A emergência chamada Amazônia
Uma das pessoas que chegou até Marcos foi o italiano Raffaele Luise, decano dos vaticanistas da RAI desde 1987, por intermediação do Cimi, o Conselho Indigenista Missionário, organismo vinculado à CNBB que atua em defesa dos direitos dos povos indígenas no Brasil. O encontro dos dois foi parar no livro – em italiano – “Amazônia – viagem ao tempo do fim” que ganhou prefácio do Papa Francisco e conta sobre a emergência da região amazônica vivida em primeira pessoa durante dois meses em 2021: foram 35 mil quilômetros de percurso feito pelo jornalista num contexto de vasta devastação, ataques implacáveis à floresta, violência contra os nativos e o cancelamento de suas raízes ancestrais. Essa realidade seria apresentada por Marcos e Raffaele ao Papa Francisco, conta o brasileiro:
“É muito importante também para nós. Como eu sou pastor, é importante também se unir com o Papa. Essa união é muito importante para nós. Nós não temos preconceito com a religião que entenda os povos indígenas e a sua forma: o importante é não perder o nosso costume, a nossa língua, a nossa pintura, o nosso colar. Isso que é importante, é o que o princípio bíblico fala. Então a gente entende que o Papa também tem uma preocupação por nós.”

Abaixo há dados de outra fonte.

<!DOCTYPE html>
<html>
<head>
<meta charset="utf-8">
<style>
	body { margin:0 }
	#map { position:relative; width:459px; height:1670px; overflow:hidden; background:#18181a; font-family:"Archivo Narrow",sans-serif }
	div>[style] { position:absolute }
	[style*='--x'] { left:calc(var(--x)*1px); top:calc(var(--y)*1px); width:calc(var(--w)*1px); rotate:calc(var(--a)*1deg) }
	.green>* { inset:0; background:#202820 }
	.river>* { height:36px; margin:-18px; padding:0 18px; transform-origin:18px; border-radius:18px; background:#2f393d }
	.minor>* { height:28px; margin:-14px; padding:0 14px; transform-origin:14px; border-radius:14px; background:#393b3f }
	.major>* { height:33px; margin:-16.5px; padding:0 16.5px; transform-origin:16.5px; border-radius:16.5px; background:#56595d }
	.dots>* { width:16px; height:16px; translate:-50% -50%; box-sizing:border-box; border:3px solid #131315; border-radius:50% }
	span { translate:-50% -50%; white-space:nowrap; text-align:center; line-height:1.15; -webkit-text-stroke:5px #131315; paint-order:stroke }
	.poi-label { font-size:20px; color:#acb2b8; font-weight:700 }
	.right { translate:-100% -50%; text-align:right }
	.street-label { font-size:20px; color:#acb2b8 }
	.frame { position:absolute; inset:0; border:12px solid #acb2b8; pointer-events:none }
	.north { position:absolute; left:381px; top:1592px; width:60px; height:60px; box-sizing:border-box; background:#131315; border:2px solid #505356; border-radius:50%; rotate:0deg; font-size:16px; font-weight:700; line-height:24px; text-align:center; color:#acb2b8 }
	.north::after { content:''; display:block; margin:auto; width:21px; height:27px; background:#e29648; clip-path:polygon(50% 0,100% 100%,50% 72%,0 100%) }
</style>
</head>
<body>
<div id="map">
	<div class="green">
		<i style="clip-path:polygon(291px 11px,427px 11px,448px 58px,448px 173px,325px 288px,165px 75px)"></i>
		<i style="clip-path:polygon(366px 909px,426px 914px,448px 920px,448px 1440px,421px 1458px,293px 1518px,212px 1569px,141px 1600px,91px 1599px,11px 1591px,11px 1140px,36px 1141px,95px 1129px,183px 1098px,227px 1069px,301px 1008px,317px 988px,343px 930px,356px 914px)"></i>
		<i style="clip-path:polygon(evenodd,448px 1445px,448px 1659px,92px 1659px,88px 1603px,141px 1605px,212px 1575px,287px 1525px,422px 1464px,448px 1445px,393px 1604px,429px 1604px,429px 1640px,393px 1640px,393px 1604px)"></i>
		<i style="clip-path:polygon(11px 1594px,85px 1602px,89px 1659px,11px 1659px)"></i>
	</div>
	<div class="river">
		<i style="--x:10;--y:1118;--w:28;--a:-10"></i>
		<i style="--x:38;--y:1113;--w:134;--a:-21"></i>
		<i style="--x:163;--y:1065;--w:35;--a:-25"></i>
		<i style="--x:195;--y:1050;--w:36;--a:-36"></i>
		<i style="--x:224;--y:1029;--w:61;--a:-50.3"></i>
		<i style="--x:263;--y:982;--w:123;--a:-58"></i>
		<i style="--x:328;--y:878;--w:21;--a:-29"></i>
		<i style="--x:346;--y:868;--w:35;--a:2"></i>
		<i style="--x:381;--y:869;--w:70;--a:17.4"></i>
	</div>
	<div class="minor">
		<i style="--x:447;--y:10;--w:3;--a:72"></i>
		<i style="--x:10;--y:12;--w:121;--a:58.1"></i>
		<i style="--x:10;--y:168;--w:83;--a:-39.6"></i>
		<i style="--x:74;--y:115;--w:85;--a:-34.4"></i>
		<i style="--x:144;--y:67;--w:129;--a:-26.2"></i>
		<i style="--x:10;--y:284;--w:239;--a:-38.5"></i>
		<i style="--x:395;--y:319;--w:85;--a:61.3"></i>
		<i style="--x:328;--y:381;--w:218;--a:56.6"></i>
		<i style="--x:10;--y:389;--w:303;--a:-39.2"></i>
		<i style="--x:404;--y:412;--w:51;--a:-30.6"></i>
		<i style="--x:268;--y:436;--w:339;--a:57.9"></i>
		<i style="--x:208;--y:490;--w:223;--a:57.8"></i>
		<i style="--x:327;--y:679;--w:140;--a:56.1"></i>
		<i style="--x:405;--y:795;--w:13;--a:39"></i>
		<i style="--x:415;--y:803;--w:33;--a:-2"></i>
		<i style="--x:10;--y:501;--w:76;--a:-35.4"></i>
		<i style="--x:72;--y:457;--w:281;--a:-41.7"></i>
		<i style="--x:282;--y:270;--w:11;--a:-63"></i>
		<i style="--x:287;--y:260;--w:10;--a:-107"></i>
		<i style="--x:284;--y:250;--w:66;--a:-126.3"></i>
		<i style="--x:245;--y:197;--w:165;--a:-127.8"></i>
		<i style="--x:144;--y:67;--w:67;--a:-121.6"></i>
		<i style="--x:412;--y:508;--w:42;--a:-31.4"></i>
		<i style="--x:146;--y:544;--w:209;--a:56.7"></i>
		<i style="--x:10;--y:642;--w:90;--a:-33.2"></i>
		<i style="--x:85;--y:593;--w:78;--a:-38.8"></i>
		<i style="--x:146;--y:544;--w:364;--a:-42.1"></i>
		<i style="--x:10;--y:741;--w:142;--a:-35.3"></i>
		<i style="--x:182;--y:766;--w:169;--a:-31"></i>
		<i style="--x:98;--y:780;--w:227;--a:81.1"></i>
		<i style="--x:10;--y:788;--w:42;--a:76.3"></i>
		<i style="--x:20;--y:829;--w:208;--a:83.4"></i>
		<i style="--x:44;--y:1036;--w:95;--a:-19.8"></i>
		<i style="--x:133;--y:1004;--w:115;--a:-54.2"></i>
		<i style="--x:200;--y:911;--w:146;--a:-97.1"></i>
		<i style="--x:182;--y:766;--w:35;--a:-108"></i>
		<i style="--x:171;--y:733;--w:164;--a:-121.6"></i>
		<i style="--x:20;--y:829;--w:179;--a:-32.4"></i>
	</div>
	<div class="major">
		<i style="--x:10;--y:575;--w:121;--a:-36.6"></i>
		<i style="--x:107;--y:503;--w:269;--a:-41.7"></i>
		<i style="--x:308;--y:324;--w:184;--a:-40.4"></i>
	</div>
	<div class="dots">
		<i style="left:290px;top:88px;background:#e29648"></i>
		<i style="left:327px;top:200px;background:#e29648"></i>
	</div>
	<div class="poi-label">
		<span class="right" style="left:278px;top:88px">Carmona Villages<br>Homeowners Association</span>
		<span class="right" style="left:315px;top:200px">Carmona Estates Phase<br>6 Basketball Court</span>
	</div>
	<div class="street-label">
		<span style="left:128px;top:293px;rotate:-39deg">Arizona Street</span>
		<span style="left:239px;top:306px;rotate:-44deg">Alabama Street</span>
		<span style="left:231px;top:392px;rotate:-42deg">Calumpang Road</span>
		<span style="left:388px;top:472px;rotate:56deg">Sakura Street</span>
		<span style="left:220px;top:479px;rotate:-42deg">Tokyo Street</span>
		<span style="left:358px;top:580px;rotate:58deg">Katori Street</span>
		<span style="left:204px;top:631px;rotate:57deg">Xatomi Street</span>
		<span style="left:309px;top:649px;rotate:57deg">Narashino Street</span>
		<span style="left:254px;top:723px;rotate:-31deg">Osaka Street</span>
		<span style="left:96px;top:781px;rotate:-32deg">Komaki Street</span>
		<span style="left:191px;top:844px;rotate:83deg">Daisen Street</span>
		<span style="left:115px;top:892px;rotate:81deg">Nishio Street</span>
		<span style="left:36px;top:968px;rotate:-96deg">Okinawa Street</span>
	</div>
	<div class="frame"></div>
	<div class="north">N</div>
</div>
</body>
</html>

“Eu, como evangélico, não posso impor. Cada um segue a sua fé, por exemplo, o padre, o pajé, o curandeiro. Então não precisa impor. O princípio bíblico fala que é importante respeitar os dois trabalhos. Essa é a união. Porque tudo que Deus criou a gente cuida e preserva. Isso a gente está discutindo com vários pastores, que não pode mais ter essa proibição da própria cultura, da roupa, por exemplo. A gente anda com a nossa forma. Nós somente queremos adorar a Deus na nossa forma, cultura e pintura, na forma que a gente vive a espiritualidade na floresta.”
A vida cristã a partir da comunidade Mayuruna
Marcos, ao falar da programação no norte da Itália pelos próximos dias, conta que irá mostrar a cultura da sua etnia, através de canções tradicionais, por exemplo, demonstrando a importância da preservação do território indígena e também da liberdade religiosa:
“A canção que cantei diz que Deus criou todas as coisas, todos nós, o céu e a terra, o rio, o lago que nos alimenta, a natureza. Então os homens não podem destruir a natureza, não. Tem que saber usar e preservar; e também os evangélicos têm que respeitar a nossa cultura e entender e não proibir. Que todo mundo seja unido, como falaram os nossos pais.”
“Ninguém constrói maloca sozinho, tem que se juntar. Assim é a vida cristã: unir, respeitar um ao outro e amar o nosso próximo; e não impor. Impor é triste: se eu vestir um paletó eu não vou me sentir bem, mas usando o meu colar eu sou muito forte, sendo Igreja evangélica ou não.”